Actually you may see a decrease in processing speed if you switch to MS SQL. MS SQL is notoriously slow with database inserts, generating inventory worksheets is inserting records all the way, so that process will certainly slow down with MS SQL.
"Pervasive is notoriously slow." - urban legend, not true.
I have a warehouse that has
columns A to I
rows 1 to 8
items that are received in 50kg as unprocessed.
Then processed into 25kg, 10kg, 5kg, 1kg.
Processed items have 3 states
a) Passed
b) Failed
c) Lab (waiting for lab results)
Each items is represented as
1. unprocessed in 50kg
2. Processed Passed in (25kg, 10kg, 5kg, 1kg)

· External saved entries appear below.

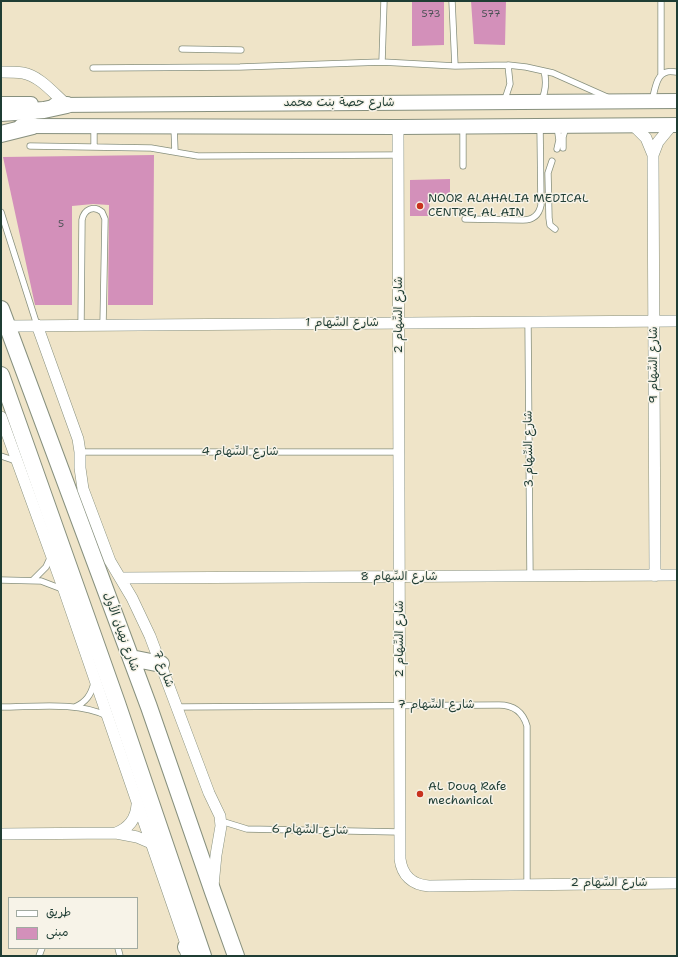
<!DOCTYPE html>
<html>
<head>
<meta charset="utf-8">
<style>
	body { margin:0 }
	#map { position:relative; width:678px; height:957px; overflow:hidden; background:#efe4c8; font-family:"Shantell Sans","Playpen Sans Arabic",sans-serif }
	canvas { display:block }
	.frame { position:absolute; inset:0; border:2px solid #1f3d34; pointer-events:none }
	.legend { position:absolute; left:8px; top:897px; width:130px; height:52px; box-sizing:border-box; background:#f7f3e8; border:1px solid #a1aaa0; margin:0; padding:5px 7px; list-style:none; font-size:12px; color:#1f3d34 }
	.legend li { display:flex; align-items:center; gap:8px; height:20px }
	.legend b { width:20px; border:1px solid #a1aaa0 }
</style>
</head>
<body>
<div id="map">
<canvas width="678" height="957"></canvas>
<div class="frame"></div>
<ul class="legend">
<li><b style="height:5px;background:#fff"></b>طريق</li>
<li><b style="height:11px;background:#d390ba"></b>مبنى</li>
</ul>
</div>
<script>
const g = document.querySelector('canvas').getContext('2d');
g.lineJoin = 'round';
function fill(path, color) {
  g.fillStyle = color;
  g.fill(path, 'evenodd');
}
function trace(path, color, width, dash) {
  g.strokeStyle = color;
  g.lineWidth = width;
  g.lineCap = dash ? 'butt' : 'round';
  g.setLineDash(dash || []);
  g.stroke(path);
}
function write(font, color, halo, rows, align = 'center') {
  g.font = font + ' "Shantell Sans","Playpen Sans Arabic",sans-serif';
  g.lineWidth = 3;
  g.setLineDash([]);
  g.textBaseline = 'middle';
  g.strokeStyle = halo;
  g.fillStyle = color;
  for (const [text, x, y, turn = 0] of rows) {
    g.save();
    g.translate(x, y);
    g.rotate((+turn || 0) * Math.PI / 180);
    g.textAlign = isNaN(turn) ? turn : align;
    if (halo) g.strokeText(text, 0, 0);
    g.fillText(text, 0, 0);
    g.restore();
  }
}
const building = new Path2D(`
	M412 1H444V45L412 46Z
	M471 1H506L505 45 474 44Z
	M154 155 153 305H108L109 205 93 204 72 206V305H35L3 157Z
	M450 179V195H430L429 216H410V180Z`);
const service = new Path2D(`
	M452 1 455 66
	M661 1V75
	M182 49 241 50
	M382 62 384 1
	M93 68 240 67 382 62 455 66 508 65 526 67 553 73 607 97
	M652 100C655 91 656 74 667 72 670 71 674 72 677 72
	M504 102 510 84 508 65
	M541 102C546 91 547 82 544 71
	M174 126 175 152
	M557 126 559 140 557 149
	M94 127V147
	M463 127V166
	M30 146 151 148 198 156 398 155
	M563 148V137L566 127
	M552 161 548 173 549 218 550 225 555 229
	M1 212 37 325
	M465 219 523 220C533 220 539 215 541 205L540 126
	M528 321 530 576
	M81 325 82 220C84 209 94 205 102 212L105 219 103 325
	M80 452H399
	M1 456 16 461
	M1 580 41 581 62 589
	M33 580 46 567 51 556
	M1 707C33 707 79 701 107 716
	M75 707C86 702 91 695 94 683
	M177 707 499 705C513 705 523 712 527 726V884
	M221 821 247 829 400 832
	M118 948 120 956
	M39 956 42 948`);
const minor = new Path2D(`
	M1 72C8 72 16 72 23 73 40 76 54 94 67 105
	M634 126 646 138 653 155 655 576
	M398 127 400 859C402 875 412 885 429 886L677 883
	M653 155 658 142 672 125
	M37 325 78 439 80 452V468L83 489 110 561 132 598 150 636 209 793 220 816 221 826 216 855 213 886
	M7 326 677 321
	M1 417 64 590 185 941 186 953
	M120 578 677 575
	M116 833C129 828 136 819 137 805
	M1 834 116 833 137 837 151 843`);
const tertiary = new Path2D(`
	M1 104H31
	M55 105 677 101
	M21 126 398 127 677 125`);
const secondary = new Path2D(`
	M1 113 44 110 67 105
	M1 134 33 126
	M1 309 149 707 213 892 236 956
	M1 375 117 703 203 956
	M131 658 161 664
	M186 947 193 956`);
const markers = [
	[420,206,4,"#c8321e"],
	[420,794,4,"#c8321e"]
];
const numberNames = [
	["573",431,14],
	["577",491,14],
	["5",61,224]
];
const streetNames = [
	["شارع حصة بنت محمد",339,103],
	["شارع السِّهام 2",399,315,-90],
	["شارع السِّهام 1",342,323],
	["شارع السِّهام 9",654,365,-90],
	["شارع السِّهام 3",529,449,-91],
	["شارع السِّهام 4",240,452],
	["شارع السِّهام 8",399,577],
	["شارع نهيان الأول",121,632,70],
	["شارع السِّهام 2",400,639,-90],
	["شارع 7",163,669,69],
	["شارع السِّهام 7",436,705],
	["شارع السِّهام 6",310,830,1],
	["شارع السِّهام 2",609,883]
];
const poiNames = [
	["NOOR ALAHALIA MEDICAL",428,199],
	["CENTRE, AL AIN",428,213],
	["AL Douq Rafe",428,787],
	["mechanical",428,801]
];
fill(building, '#d390ba');
trace(service, '#87907e', 7);
trace(minor, '#87907e', 12);
trace(tertiary, '#87907e', 16);
trace(secondary, '#87907e', 18);
trace(service, '#fff', 5.5);
trace(minor, '#fff', 11);
trace(tertiary, '#fff', 14);
trace(secondary, '#fff', 16);
for (const [x, y, r, color] of markers) {
  const dot = new Path2D();
  dot.arc(x, y, r, 0, 2 * Math.PI);
  g.fillStyle = color;
  g.fill(dot);
  trace(dot, '#f7f3e8', 1.5);
}
write('10px', '#4c5256', null, numberNames);
write('12px', '#1f3d34', '#f7f3e8', streetNames);
write('12px', '#1f3d34', '#f7f3e8', poiNames, 'left');
</script>
</body>
</html>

3. Unprocessed failed in 50kg
4. Processed failed in (25kg, 10kg, 5kg, 1kg)
There are bills of materials for converting from one form to anather.
3000 items is not a problem, I have had sites with 1.5 million items, and many sites that exceed 3000 items.
It's the number of locations which is really the issue.
Why do you have 2000 locations?
You could write your own stock take routine, but do you really want to?
I have got 19 warehouses each with bays that have been set as locations. the total number of locations is 2000. items in these warehouses do not have defined bays were they sit. an item can be found in a location (bay).
Ouch, that's the worst thing to do is setup bays as locations, nasty. I suspected that was what is going on.
A location in IC should be the wharehouse, not a bay.
If you want to track quantities in bays then you should look at something like Lot Tracking, each bay you track as a lot.
This will reduce your number of IC locations and improve your worksheet generation drastically.
I have used Lot Tracking in this way very sucessfully, and with a couple of custom reports you can get good info out.
With Physical Inventory (and receipts and shipments) you are prompted which Lot (or bay in your case) the transaction relates to.
That is a good suggestion but, the items that I track have lot numbers which also need to be tracked using lot tracking. So a bay cannot be a lot. The item lots that I track can be located on 2 different bays (each bay filled by part of a lot).
That's not a problem either.
I've had the same situation with another company. In Lot Tracking you can format the lot number. I set it up so that the lot number has 2 segments: LOT-BAY (or BAY-LOT).